I would think about getting a different saddle. Some of the saddles that are sold for gaited horses may make things worse because they don't provide lateral support. You need to get somebody with experience to help you find the right saddle for you and the horse. Ask Joe4D what he uses.

As far as teaching him not to spook on trails, that just takes riding him on trails. It doesn't matter if it is an Arabian, a TWH, a QH, or what. A horse is a horse and it takes riding experience to learn that there are not horse eating vampires and fire breathing dragons around every turn. (I think it takes some horses longer than others.)


----------



## BlueSpark (Feb 22, 2012)

I started riding on 17hh+ WIDE draft crosses when I was a kid, my feet didn't even reach half way down their sides, so when I switched to thoroughbreds It was really weird and felt unstable. I still revert to that way of thinking when I ride big barreled horses and then switch to a narrower one, feels like their isn't as much horse under you. If he's used to your typical wide stock horses, it will be quite an adjustment to ride a narrow guy.


----------



## bbsmfg3 (Aug 12, 2010)

I've seen a few, a very, very, few, that are too narrow. I think, like several have already said, if your used to riding a wide backed elephant, then a real horse is going to be a problem.
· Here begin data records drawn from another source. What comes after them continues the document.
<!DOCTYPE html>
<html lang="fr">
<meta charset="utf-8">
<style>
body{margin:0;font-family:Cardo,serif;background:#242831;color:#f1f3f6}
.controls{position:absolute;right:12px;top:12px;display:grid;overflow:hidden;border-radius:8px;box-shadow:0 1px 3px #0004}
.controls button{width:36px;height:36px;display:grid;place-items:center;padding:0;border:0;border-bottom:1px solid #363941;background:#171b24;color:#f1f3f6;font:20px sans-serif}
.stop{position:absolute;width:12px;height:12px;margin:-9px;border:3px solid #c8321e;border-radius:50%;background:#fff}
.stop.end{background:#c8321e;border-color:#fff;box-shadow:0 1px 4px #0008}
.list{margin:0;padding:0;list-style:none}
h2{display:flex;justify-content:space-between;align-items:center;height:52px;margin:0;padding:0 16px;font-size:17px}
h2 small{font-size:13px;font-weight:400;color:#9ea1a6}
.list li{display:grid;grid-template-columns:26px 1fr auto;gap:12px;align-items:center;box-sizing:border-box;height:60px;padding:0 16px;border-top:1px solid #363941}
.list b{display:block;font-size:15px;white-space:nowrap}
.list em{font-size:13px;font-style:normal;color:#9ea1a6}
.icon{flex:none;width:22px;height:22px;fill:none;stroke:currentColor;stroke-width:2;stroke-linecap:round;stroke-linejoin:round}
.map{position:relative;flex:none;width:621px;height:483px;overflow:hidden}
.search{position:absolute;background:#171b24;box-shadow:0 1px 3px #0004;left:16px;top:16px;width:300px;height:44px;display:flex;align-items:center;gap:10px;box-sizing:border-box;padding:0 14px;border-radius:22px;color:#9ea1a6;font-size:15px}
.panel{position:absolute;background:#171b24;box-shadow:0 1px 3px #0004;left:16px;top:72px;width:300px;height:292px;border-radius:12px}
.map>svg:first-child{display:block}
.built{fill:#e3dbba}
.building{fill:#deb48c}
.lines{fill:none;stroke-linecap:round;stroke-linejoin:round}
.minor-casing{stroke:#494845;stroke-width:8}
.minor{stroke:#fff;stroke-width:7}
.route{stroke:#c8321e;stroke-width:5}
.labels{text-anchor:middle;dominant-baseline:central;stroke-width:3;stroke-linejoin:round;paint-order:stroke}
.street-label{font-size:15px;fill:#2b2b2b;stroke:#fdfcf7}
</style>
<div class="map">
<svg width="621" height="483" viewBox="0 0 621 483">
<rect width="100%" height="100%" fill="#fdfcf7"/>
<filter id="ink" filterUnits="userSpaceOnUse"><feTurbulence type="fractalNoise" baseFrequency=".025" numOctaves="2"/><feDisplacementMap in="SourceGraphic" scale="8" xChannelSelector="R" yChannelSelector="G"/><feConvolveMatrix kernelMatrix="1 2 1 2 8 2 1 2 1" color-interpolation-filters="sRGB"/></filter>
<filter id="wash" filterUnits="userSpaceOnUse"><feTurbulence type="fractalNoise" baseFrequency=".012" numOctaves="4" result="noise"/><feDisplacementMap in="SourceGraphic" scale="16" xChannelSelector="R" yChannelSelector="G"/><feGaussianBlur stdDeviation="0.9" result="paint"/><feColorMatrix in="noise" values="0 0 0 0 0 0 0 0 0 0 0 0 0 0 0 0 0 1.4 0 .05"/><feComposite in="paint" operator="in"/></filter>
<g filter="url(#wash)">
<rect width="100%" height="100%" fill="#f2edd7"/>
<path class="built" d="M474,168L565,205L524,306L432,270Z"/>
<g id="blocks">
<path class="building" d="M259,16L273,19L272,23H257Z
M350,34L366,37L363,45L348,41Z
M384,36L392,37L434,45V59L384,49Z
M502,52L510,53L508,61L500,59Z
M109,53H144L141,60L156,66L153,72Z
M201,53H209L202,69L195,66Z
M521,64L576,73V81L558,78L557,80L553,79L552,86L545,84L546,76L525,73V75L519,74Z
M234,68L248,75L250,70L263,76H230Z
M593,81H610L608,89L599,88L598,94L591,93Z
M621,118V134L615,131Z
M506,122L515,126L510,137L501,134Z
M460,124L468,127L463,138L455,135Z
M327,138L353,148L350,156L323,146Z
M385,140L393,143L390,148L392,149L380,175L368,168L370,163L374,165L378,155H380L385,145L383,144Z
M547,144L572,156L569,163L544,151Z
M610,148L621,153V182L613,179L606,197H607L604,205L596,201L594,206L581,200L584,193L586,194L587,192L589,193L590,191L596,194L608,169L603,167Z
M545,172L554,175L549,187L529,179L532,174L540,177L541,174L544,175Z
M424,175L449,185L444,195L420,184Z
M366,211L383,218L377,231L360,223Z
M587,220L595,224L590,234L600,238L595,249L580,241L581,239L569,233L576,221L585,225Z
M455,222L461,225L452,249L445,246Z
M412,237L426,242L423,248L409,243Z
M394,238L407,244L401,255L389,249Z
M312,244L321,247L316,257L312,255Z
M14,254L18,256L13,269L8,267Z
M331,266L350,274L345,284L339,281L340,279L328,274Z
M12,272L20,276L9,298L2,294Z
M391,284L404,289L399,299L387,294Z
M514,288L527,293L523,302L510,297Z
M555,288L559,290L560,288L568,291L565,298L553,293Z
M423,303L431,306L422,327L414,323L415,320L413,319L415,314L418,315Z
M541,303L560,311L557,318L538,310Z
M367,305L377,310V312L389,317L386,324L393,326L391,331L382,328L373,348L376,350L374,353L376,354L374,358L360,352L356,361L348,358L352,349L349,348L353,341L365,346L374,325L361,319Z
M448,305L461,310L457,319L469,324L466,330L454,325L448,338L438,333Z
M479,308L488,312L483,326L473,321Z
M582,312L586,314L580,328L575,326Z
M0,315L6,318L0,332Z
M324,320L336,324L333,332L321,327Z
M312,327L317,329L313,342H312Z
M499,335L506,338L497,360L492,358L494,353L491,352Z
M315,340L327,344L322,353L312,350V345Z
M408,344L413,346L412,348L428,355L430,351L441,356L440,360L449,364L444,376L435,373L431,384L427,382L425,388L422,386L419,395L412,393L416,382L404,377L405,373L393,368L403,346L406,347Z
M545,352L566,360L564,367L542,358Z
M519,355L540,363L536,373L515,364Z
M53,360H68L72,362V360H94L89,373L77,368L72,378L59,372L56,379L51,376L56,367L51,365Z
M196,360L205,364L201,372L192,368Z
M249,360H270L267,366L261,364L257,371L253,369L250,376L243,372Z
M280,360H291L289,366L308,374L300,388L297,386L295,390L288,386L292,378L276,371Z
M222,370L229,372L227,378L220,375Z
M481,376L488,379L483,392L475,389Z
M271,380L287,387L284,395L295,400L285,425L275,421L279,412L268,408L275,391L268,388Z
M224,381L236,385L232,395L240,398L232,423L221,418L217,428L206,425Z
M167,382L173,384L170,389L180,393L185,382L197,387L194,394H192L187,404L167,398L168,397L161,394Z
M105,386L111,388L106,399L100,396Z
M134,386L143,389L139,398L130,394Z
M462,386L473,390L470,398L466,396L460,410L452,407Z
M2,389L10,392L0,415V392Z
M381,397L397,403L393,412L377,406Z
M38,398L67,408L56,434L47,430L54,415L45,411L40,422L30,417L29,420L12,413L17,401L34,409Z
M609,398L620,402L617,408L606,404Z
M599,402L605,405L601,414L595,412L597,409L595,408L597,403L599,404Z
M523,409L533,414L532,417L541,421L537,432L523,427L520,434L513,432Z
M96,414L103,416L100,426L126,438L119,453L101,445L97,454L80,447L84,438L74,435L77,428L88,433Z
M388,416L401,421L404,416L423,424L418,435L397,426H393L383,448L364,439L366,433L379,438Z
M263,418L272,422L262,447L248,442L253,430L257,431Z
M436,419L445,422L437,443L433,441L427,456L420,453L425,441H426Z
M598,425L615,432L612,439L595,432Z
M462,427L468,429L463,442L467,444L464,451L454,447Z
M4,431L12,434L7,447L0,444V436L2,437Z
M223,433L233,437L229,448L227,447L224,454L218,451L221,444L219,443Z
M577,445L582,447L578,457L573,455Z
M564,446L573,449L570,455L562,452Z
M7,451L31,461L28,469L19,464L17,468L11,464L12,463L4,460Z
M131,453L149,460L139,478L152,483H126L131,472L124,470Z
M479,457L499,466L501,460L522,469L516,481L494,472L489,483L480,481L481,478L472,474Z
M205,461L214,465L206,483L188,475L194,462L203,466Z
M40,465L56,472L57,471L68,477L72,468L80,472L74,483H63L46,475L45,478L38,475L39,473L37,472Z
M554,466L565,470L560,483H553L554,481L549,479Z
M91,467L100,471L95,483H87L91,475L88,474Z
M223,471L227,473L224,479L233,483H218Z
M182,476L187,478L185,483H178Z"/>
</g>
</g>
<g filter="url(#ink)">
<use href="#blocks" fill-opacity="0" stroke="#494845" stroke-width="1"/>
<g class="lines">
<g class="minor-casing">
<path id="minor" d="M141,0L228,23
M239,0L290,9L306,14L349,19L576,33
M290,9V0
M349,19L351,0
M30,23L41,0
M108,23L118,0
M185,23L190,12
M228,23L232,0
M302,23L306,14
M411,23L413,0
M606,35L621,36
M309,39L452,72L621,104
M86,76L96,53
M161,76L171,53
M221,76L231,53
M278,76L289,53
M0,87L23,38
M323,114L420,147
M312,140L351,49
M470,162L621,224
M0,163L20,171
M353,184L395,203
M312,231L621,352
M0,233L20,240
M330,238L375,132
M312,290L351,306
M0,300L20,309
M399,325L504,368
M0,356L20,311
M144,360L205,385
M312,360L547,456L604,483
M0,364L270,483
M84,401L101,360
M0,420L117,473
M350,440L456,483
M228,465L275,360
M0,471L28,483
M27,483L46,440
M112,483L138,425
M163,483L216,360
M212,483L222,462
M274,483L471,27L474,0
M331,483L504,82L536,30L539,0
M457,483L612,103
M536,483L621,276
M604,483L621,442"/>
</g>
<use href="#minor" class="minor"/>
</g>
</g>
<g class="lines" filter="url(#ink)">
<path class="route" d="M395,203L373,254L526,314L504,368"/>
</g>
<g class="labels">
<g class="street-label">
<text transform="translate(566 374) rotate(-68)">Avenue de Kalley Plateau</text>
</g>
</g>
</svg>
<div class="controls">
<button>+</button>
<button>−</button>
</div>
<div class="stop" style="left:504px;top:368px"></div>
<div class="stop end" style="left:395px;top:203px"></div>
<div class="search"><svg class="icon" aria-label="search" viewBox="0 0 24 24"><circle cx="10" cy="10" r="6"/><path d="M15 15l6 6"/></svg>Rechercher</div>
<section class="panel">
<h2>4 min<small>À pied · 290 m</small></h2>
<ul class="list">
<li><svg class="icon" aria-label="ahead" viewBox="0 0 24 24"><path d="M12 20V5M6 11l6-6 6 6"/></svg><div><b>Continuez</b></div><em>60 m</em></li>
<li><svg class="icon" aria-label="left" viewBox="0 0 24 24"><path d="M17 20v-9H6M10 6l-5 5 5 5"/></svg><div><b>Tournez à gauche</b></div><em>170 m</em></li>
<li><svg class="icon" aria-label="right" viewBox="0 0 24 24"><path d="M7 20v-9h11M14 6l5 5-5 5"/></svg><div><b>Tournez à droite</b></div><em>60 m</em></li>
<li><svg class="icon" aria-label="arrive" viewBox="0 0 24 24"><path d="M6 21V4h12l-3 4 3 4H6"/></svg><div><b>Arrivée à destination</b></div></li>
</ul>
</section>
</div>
I like my narrower bodied gaited horses, they are not nearly has hard on your hips and legs, a whole lot smoother riding, and much, much more agile. I've asked more than one of these hunks to just follow me for a day, and, to date, only one has tried. We had a friend that trained racing QH. She tried to keep up, and by noon her horse was done in, we went back to camp, and she got another horse. I rode mine the rest of the day. Next day her, "in shape", race horse was so stove up she could hardly move.


----------



## calicokatt (Mar 5, 2012)

Its not only walkers who can have a narrow body type. I've ridden some arabs that felt like riding a toothpick, and a young icelandic feels like you're perched on a razor. And whether the trainer knows anything about walkers or not, has nothing to do with whether the horse has a 'narrow' feel under saddle, and unless you're used to it, that feel can be unnerving and can make it hard to balance until you develop better muscling to control your body. That said, the bob marshall treeless saddle really hugs you in and if you're having balance issues, I'd give that a try.
Kathy


----------